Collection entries
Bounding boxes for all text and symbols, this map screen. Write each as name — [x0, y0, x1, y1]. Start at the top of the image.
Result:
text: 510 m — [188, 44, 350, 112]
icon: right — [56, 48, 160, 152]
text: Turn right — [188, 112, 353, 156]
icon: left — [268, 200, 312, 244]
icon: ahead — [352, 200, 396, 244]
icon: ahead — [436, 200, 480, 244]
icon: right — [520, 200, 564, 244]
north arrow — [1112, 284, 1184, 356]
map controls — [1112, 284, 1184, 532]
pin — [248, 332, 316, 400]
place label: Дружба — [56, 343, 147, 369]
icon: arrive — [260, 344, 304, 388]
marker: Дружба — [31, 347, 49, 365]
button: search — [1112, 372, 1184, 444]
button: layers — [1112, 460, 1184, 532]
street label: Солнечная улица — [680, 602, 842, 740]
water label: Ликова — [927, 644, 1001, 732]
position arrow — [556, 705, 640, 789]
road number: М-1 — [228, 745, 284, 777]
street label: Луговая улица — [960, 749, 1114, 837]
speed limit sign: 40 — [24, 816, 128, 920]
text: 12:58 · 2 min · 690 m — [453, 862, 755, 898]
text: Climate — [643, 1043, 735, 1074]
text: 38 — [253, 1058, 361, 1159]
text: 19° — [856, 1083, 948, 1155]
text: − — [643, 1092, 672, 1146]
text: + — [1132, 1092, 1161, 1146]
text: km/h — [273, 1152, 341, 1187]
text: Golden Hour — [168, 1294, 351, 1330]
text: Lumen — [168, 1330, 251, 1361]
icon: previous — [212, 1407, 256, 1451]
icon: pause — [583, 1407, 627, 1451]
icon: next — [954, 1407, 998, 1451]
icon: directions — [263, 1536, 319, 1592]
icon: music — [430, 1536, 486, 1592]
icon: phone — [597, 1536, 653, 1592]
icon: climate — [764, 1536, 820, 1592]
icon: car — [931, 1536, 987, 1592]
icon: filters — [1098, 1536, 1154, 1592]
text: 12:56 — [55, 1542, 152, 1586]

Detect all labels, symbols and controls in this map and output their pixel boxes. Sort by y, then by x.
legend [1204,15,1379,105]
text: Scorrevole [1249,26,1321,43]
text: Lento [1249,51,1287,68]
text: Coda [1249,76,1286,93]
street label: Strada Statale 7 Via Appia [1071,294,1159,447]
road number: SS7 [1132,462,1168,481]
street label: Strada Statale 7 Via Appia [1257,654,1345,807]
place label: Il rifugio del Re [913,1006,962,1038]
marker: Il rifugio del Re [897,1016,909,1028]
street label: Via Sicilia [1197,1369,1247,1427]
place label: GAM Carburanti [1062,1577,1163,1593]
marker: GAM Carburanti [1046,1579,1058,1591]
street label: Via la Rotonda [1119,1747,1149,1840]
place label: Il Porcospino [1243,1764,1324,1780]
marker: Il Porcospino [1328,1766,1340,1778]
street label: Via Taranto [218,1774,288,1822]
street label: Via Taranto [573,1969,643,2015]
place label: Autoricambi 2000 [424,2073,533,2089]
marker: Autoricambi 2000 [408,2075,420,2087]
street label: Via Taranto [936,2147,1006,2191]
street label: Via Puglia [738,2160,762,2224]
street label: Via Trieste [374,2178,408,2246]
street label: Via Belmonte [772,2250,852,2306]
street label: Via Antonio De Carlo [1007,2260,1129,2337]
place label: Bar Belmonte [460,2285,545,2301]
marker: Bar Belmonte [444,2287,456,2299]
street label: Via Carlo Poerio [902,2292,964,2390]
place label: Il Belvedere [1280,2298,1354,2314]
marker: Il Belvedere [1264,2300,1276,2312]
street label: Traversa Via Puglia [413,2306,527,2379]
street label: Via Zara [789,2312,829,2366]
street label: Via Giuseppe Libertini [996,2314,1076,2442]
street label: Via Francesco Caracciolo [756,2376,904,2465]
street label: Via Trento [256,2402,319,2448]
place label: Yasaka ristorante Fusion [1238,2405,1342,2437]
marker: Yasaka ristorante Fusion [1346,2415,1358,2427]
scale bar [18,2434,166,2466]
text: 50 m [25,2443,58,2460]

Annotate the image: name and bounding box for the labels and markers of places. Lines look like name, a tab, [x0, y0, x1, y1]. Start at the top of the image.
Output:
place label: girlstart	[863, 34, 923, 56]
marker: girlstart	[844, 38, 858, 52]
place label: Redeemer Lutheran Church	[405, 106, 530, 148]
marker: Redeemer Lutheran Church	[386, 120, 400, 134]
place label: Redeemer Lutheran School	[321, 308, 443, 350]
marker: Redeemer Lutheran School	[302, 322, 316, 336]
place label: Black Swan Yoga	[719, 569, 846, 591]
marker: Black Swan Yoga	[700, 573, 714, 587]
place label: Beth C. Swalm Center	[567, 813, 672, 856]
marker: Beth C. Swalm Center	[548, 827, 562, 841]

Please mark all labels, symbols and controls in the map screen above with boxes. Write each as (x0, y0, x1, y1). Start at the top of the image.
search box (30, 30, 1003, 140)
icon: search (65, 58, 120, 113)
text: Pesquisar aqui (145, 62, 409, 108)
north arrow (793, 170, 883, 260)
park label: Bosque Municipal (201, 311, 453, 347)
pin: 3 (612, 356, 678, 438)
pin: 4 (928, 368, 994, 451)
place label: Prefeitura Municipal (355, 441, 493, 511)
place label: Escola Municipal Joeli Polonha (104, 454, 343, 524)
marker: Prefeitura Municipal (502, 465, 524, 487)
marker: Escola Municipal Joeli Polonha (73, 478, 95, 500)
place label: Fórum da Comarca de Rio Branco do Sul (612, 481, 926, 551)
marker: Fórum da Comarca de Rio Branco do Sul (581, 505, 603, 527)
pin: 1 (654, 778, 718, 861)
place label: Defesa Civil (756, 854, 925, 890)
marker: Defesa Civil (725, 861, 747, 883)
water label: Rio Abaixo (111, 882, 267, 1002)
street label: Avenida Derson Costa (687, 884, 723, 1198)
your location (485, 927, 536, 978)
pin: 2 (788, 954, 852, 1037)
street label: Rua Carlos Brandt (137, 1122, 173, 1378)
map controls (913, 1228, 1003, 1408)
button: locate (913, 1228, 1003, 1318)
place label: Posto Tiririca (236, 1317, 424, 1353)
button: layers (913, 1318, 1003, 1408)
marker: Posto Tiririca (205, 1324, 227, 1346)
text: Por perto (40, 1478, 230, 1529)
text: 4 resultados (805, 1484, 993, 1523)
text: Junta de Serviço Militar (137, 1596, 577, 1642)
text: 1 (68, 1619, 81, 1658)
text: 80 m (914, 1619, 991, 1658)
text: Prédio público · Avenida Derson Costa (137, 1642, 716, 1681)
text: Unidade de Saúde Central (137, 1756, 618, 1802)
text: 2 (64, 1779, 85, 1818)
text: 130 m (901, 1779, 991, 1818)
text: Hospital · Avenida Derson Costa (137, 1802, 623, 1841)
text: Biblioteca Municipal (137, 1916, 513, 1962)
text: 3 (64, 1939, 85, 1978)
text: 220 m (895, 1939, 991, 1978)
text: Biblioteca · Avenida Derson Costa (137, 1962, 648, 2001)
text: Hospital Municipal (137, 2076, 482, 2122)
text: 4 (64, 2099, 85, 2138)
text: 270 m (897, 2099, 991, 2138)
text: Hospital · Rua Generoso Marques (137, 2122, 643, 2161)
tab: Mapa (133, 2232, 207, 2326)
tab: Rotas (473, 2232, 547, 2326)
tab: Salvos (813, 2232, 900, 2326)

WHAT IS BEING ASKED. An identical copy of the entries above is the expected result.

ANSWER TO THE EXERCISE.
Bounding boxes for all text and symbols, this map screen. Write each as name — [x0, y0, x1, y1]. Start at the top of the image.
Result:
text: 510 m — [188, 44, 350, 112]
icon: right — [56, 48, 160, 152]
text: Turn right — [188, 112, 353, 156]
icon: left — [268, 200, 312, 244]
icon: ahead — [352, 200, 396, 244]
icon: ahead — [436, 200, 480, 244]
icon: right — [520, 200, 564, 244]
north arrow — [1112, 284, 1184, 356]
map controls — [1112, 284, 1184, 532]
pin — [248, 332, 316, 400]
place label: Дружба — [56, 343, 147, 369]
icon: arrive — [260, 344, 304, 388]
marker: Дружба — [31, 347, 49, 365]
button: search — [1112, 372, 1184, 444]
button: layers — [1112, 460, 1184, 532]
street label: Солнечная улица — [680, 602, 842, 740]
water label: Ликова — [927, 644, 1001, 732]
position arrow — [556, 705, 640, 789]
road number: М-1 — [228, 745, 284, 777]
street label: Луговая улица — [960, 749, 1114, 837]
speed limit sign: 40 — [24, 816, 128, 920]
text: 12:58 · 2 min · 690 m — [453, 862, 755, 898]
text: Climate — [643, 1043, 735, 1074]
text: 38 — [253, 1058, 361, 1159]
text: 19° — [856, 1083, 948, 1155]
text: − — [643, 1092, 672, 1146]
text: + — [1132, 1092, 1161, 1146]
text: km/h — [273, 1152, 341, 1187]
text: Golden Hour — [168, 1294, 351, 1330]
text: Lumen — [168, 1330, 251, 1361]
icon: previous — [212, 1407, 256, 1451]
icon: pause — [583, 1407, 627, 1451]
icon: next — [954, 1407, 998, 1451]
icon: directions — [263, 1536, 319, 1592]
icon: music — [430, 1536, 486, 1592]
icon: phone — [597, 1536, 653, 1592]
icon: climate — [764, 1536, 820, 1592]
icon: car — [931, 1536, 987, 1592]
icon: filters — [1098, 1536, 1154, 1592]
text: 12:56 — [55, 1542, 152, 1586]

Detect all labels, symbols and controls in this map and output their pixel boxes. Sort by y, then by x.
legend [1204,15,1379,105]
text: Scorrevole [1249,26,1321,43]
text: Lento [1249,51,1287,68]
text: Coda [1249,76,1286,93]
street label: Strada Statale 7 Via Appia [1071,294,1159,447]
road number: SS7 [1132,462,1168,481]
street label: Strada Statale 7 Via Appia [1257,654,1345,807]
place label: Il rifugio del Re [913,1006,962,1038]
marker: Il rifugio del Re [897,1016,909,1028]
street label: Via Sicilia [1197,1369,1247,1427]
place label: GAM Carburanti [1062,1577,1163,1593]
marker: GAM Carburanti [1046,1579,1058,1591]
street label: Via la Rotonda [1119,1747,1149,1840]
place label: Il Porcospino [1243,1764,1324,1780]
marker: Il Porcospino [1328,1766,1340,1778]
street label: Via Taranto [218,1774,288,1822]
street label: Via Taranto [573,1969,643,2015]
place label: Autoricambi 2000 [424,2073,533,2089]
marker: Autoricambi 2000 [408,2075,420,2087]
street label: Via Taranto [936,2147,1006,2191]
street label: Via Puglia [738,2160,762,2224]
street label: Via Trieste [374,2178,408,2246]
street label: Via Belmonte [772,2250,852,2306]
street label: Via Antonio De Carlo [1007,2260,1129,2337]
place label: Bar Belmonte [460,2285,545,2301]
marker: Bar Belmonte [444,2287,456,2299]
street label: Via Carlo Poerio [902,2292,964,2390]
place label: Il Belvedere [1280,2298,1354,2314]
marker: Il Belvedere [1264,2300,1276,2312]
street label: Traversa Via Puglia [413,2306,527,2379]
street label: Via Zara [789,2312,829,2366]
street label: Via Giuseppe Libertini [996,2314,1076,2442]
street label: Via Francesco Caracciolo [756,2376,904,2465]
street label: Via Trento [256,2402,319,2448]
place label: Yasaka ristorante Fusion [1238,2405,1342,2437]
marker: Yasaka ristorante Fusion [1346,2415,1358,2427]
scale bar [18,2434,166,2466]
text: 50 m [25,2443,58,2460]

Annotate the image: name and bounding box for the labels and markers of places. Lines look like name, a tab, [x0, y0, x1, y1]. Start at the top of the image.
Output:
place label: girlstart	[863, 34, 923, 56]
marker: girlstart	[844, 38, 858, 52]
place label: Redeemer Lutheran Church	[405, 106, 530, 148]
marker: Redeemer Lutheran Church	[386, 120, 400, 134]
place label: Redeemer Lutheran School	[321, 308, 443, 350]
marker: Redeemer Lutheran School	[302, 322, 316, 336]
place label: Black Swan Yoga	[719, 569, 846, 591]
marker: Black Swan Yoga	[700, 573, 714, 587]
place label: Beth C. Swalm Center	[567, 813, 672, 856]
marker: Beth C. Swalm Center	[548, 827, 562, 841]

Please mark all labels, symbols and controls in the map screen above with boxes. Write each as (x0, y0, x1, y1). Start at the top of the image.
search box (30, 30, 1003, 140)
icon: search (65, 58, 120, 113)
text: Pesquisar aqui (145, 62, 409, 108)
north arrow (793, 170, 883, 260)
park label: Bosque Municipal (201, 311, 453, 347)
pin: 3 (612, 356, 678, 438)
pin: 4 (928, 368, 994, 451)
place label: Prefeitura Municipal (355, 441, 493, 511)
place label: Escola Municipal Joeli Polonha (104, 454, 343, 524)
marker: Prefeitura Municipal (502, 465, 524, 487)
marker: Escola Municipal Joeli Polonha (73, 478, 95, 500)
place label: Fórum da Comarca de Rio Branco do Sul (612, 481, 926, 551)
marker: Fórum da Comarca de Rio Branco do Sul (581, 505, 603, 527)
pin: 1 (654, 778, 718, 861)
place label: Defesa Civil (756, 854, 925, 890)
marker: Defesa Civil (725, 861, 747, 883)
water label: Rio Abaixo (111, 882, 267, 1002)
street label: Avenida Derson Costa (687, 884, 723, 1198)
your location (485, 927, 536, 978)
pin: 2 (788, 954, 852, 1037)
street label: Rua Carlos Brandt (137, 1122, 173, 1378)
map controls (913, 1228, 1003, 1408)
button: locate (913, 1228, 1003, 1318)
place label: Posto Tiririca (236, 1317, 424, 1353)
button: layers (913, 1318, 1003, 1408)
marker: Posto Tiririca (205, 1324, 227, 1346)
text: Por perto (40, 1478, 230, 1529)
text: 4 resultados (805, 1484, 993, 1523)
text: Junta de Serviço Militar (137, 1596, 577, 1642)
text: 1 (68, 1619, 81, 1658)
text: 80 m (914, 1619, 991, 1658)
text: Prédio público · Avenida Derson Costa (137, 1642, 716, 1681)
text: Unidade de Saúde Central (137, 1756, 618, 1802)
text: 2 (64, 1779, 85, 1818)
text: 130 m (901, 1779, 991, 1818)
text: Hospital · Avenida Derson Costa (137, 1802, 623, 1841)
text: Biblioteca Municipal (137, 1916, 513, 1962)
text: 3 (64, 1939, 85, 1978)
text: 220 m (895, 1939, 991, 1978)
text: Biblioteca · Avenida Derson Costa (137, 1962, 648, 2001)
text: Hospital Municipal (137, 2076, 482, 2122)
text: 4 (64, 2099, 85, 2138)
text: 270 m (897, 2099, 991, 2138)
text: Hospital · Rua Generoso Marques (137, 2122, 643, 2161)
tab: Mapa (133, 2232, 207, 2326)
tab: Rotas (473, 2232, 547, 2326)
tab: Salvos (813, 2232, 900, 2326)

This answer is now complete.